As for décor, The Swag boasts an impressive collection of Southern folk art — delicately carved wildflowers by Kentucky artist Jim Sams; animal woodcarvings by Amanda Crowe, a noted Cherokee wood carver; hand-braided rugs and handmade quilts from North Carolina and Tennessee artisans.

Away from the main house on the property's 250 acres are five buildings housing an activities center and 14 accommodations (10 rooms and four suites.) Accommodations have views of either the mountains or the woods — or during my visit, wispy tendrils of fog obscuring what had to be a world-class vista.

Rooms are individually decorated, although common features include hardwood floors, colorful patchwork quilts and bed frames intricately fashioned from branches. Most have stone fireplaces and a few have hot tubs. It's designer chic meets warm and cozy, or as one magazine put it, "as if Ralph Lauren took to designing log cabins."

My sisters and I were in the two-room, two-bath Terrace Room, with its beamed ceiling, Jacuzzi and sauna, wet bar, stone terrace and towering stone fireplace. Lighting a fire to ward off the chill became our first order of business, but after several attempts, the three of us determined that we wouldn't make it past the first episode of Survivor.

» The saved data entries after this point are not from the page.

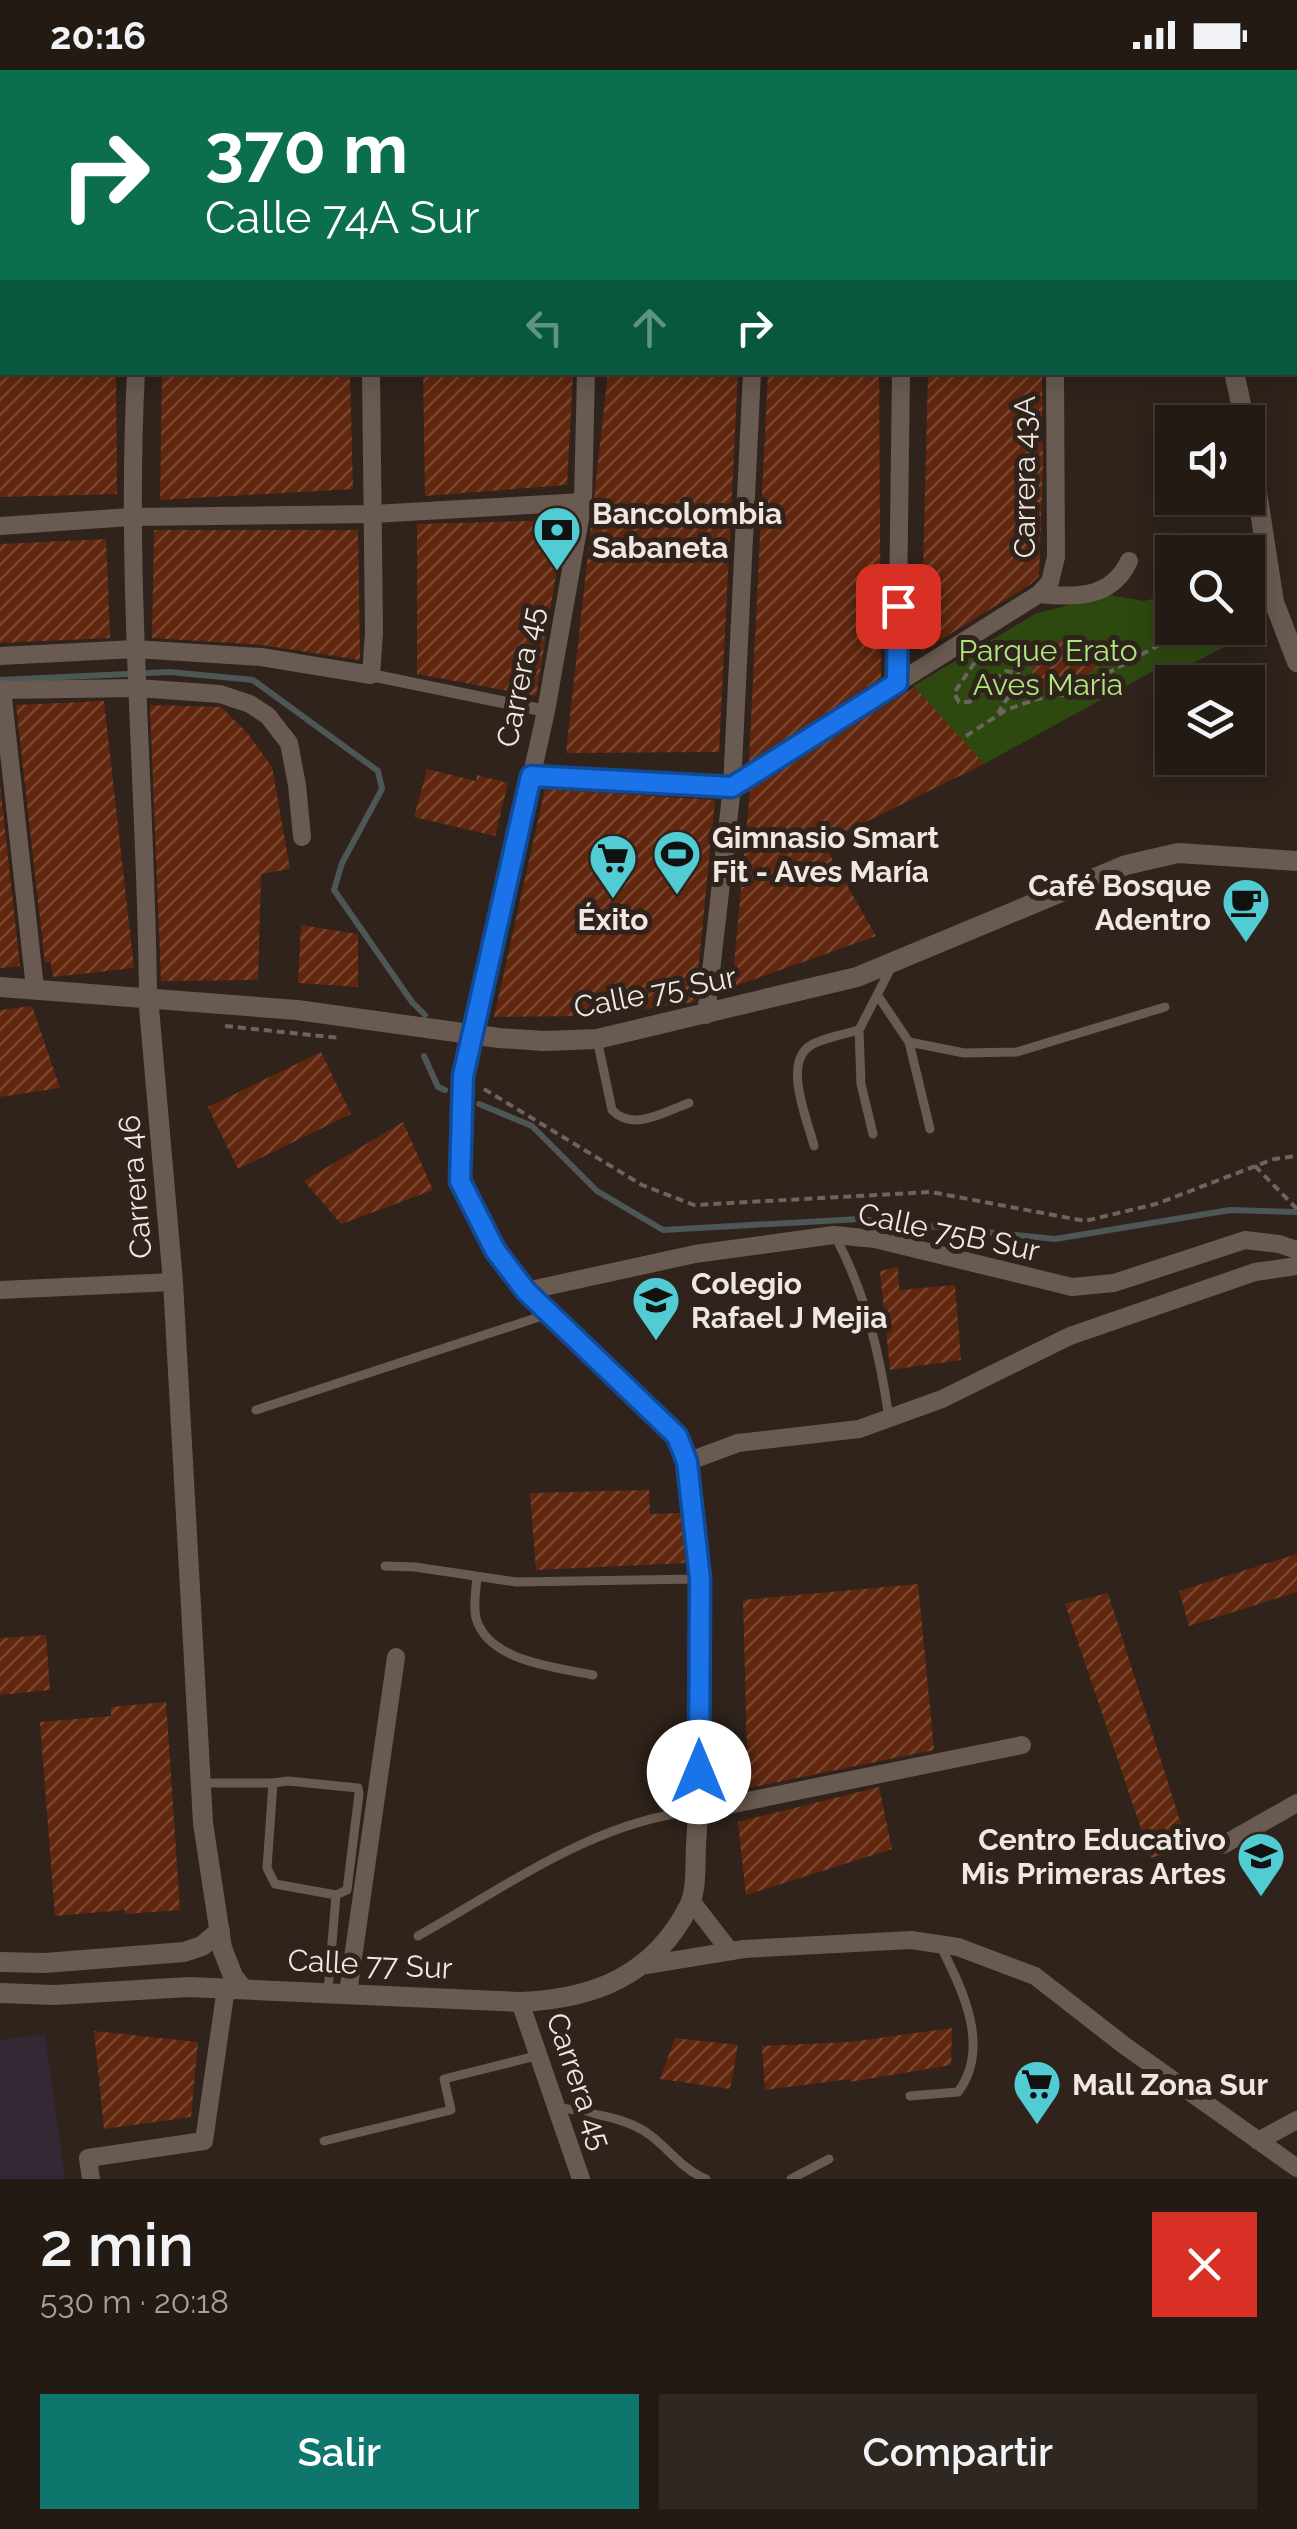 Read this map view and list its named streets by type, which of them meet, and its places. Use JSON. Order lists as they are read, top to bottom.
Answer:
{
  "streets": {
    "street": [
      "Carrera 43A",
      "Carrera 45",
      "Calle 75 Sur",
      "Carrera 46",
      "Calle 75B Sur",
      "Calle 77 Sur"
    ]
  },
  "crossings": [
    ["Carrera 45", "Calle 75 Sur"],
    ["Carrera 45", "Calle 75B Sur"],
    ["Carrera 45", "Calle 77 Sur"],
    ["Calle 75 Sur", "Carrera 46"],
    ["Carrera 46", "Calle 77 Sur"]
  ],
  "parks": ["Parque Erato Aves Maria"],
  "places": {
    "bank": ["Bancolombia Sabaneta"],
    "sports": ["Gimnasio Smart Fit - Aves María"],
    "supermarket": ["Éxito", "Mall Zona Sur"],
    "cafe": ["Café Bosque Adentro"],
    "school or university": ["Colegio Rafael J Mejia", "Centro Educativo Mis Primeras Artes"]
  },
  "page": {
    "status": "20:16",
    "turn": ["370 m", "Calle 74A Sur"],
    "heading": ["2 min", "530 m · 20:18"],
    "buttons": ["Salir", "Compartir"]
  }
}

Not to worry. Ginger, one of the staff members, came to our rescue, getting a fire going in no time.

"I've spent my whole life right here on this mountain, so I know what it takes to light a fire," she said. "Call me whenever you need it stoked."

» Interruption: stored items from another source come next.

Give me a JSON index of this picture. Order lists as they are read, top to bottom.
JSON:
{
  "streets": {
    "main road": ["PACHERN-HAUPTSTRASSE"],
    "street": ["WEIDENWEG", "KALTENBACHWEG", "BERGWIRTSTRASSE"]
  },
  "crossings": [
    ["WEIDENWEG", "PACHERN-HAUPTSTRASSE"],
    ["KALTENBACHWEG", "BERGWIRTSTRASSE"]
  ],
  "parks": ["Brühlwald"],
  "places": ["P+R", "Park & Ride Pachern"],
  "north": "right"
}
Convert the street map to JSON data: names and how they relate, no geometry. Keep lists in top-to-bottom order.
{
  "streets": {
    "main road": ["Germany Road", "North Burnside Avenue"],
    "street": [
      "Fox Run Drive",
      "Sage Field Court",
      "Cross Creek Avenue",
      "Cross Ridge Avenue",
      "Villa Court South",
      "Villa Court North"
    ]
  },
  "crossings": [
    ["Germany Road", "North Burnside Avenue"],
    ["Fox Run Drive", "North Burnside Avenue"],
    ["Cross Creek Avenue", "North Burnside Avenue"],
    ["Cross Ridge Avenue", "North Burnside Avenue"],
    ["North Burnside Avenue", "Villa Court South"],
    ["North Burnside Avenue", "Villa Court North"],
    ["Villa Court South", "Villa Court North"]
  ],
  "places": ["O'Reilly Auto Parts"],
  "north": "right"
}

I realized two things — that she really meant it and that Ginger would probably be the last one still standing on Survivor.

Great food and good fun

The Swag is all-inclusive, with meals and activities included in the room rate. Breakfast and dinner are served in the spacious living room and dining room, while lunch is offered picnic style in guests' accommodations, or, in good weather, outdoors.

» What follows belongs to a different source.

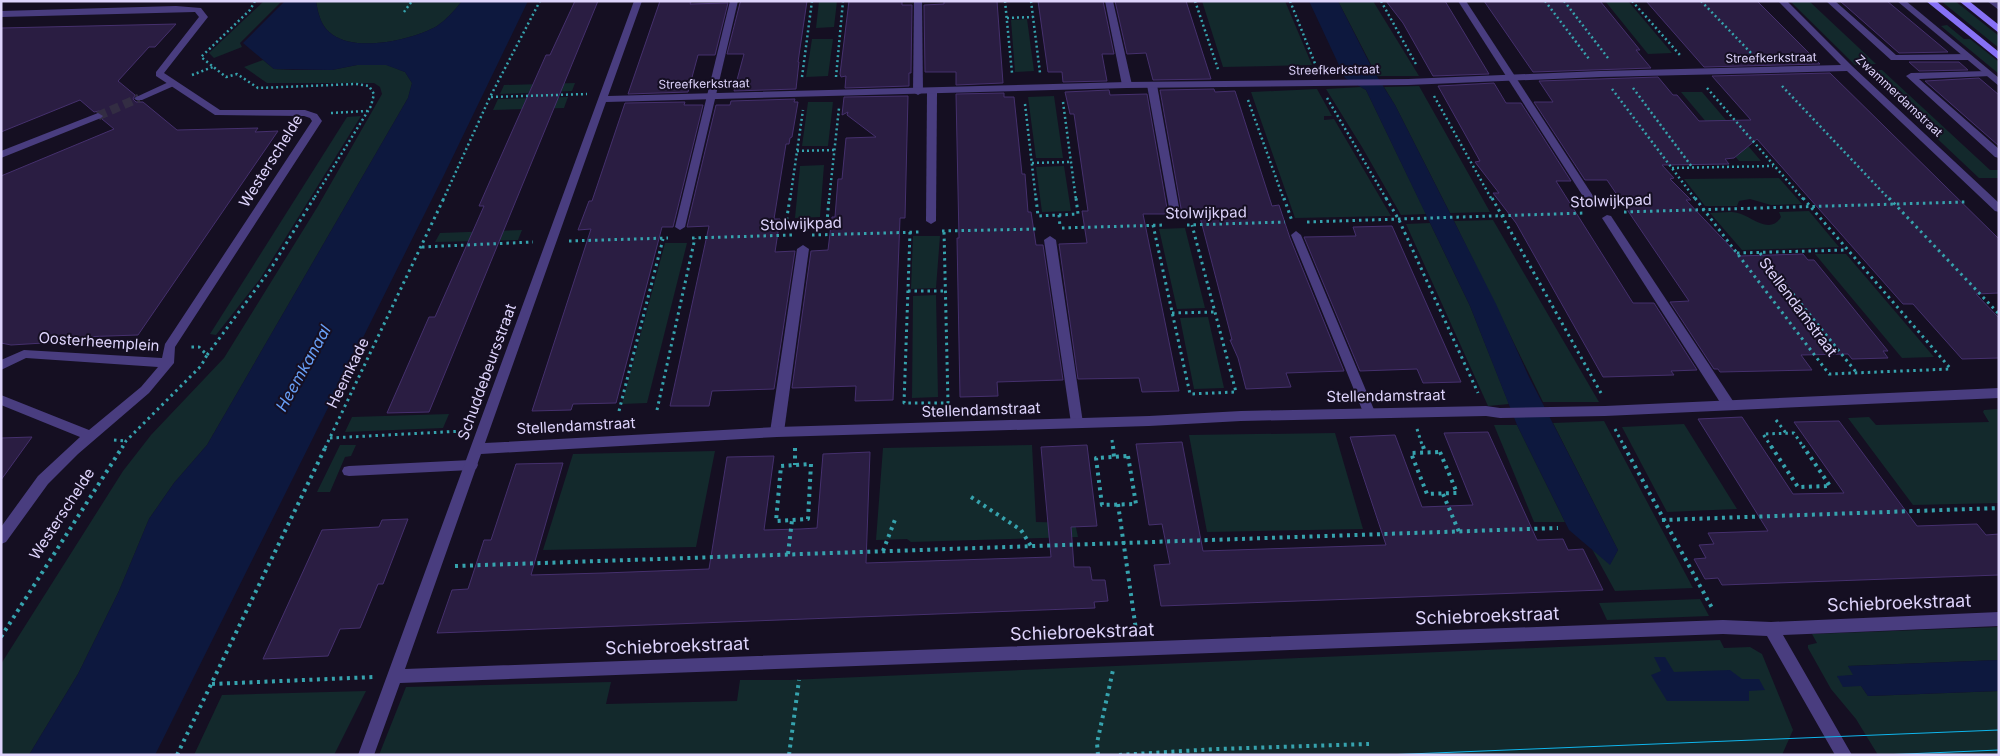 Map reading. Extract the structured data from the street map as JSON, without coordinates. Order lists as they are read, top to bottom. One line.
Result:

Guests make their dinner selections from a daily menu, and congregate in the living room for pre-dinner conversation and cocktails. The staff provides much of the former, but the guests are responsible for the latter as The Swag can not serve liquor (They can, however, provide buckets and ice.)

Chef Ernest Bledsoe presides over the kitchen, and is an advocate of the farm-to-table approach, often selecting produce from The Swag's one-acre garden. For variety, gourmet picnic lunches atop Gooseberry Knob are offered on Wednesdays; Thursday is BBQ night, and for Sunday brunch, Bledsoe and pastry chef Linda Duckett lay out a spread that has to be seen to be believed.

A white picket fence separates The Swag from the entrance to the Great Smoky Mountains National Park, so hiking is one of the area's main attractions. Each guest receives a personalized wooden hiking stick to take on one of the 10 marked trails easily accessible from The Swag.

You can hike on your own or go in the company of a guest expert, such as Gay Bryant, an artist based in Knoxville. During the weekend I was there, Bryant, who has hiked all 900 miles of trails in the Smokies, led hikes in the morning and taught watercolor classes in the afternoon.

At various times during the season, other experts will be on hand to share their knowledge of birding, wildflowers, folk music, storytelling, Appalachian history and the area's black bear population.

Many guests find their stay at The Swag so congenial that they return time and again, and repeat visitors are referred to as Swaggers. And that's just the way Dan and Deener Matthews like it.

"We love it when our guests become family," says Deener Matthews. "The Swag is a labor of love, but most of all, it's an eloquent tribute to the Great Smoky Mountains and southern Appalachia."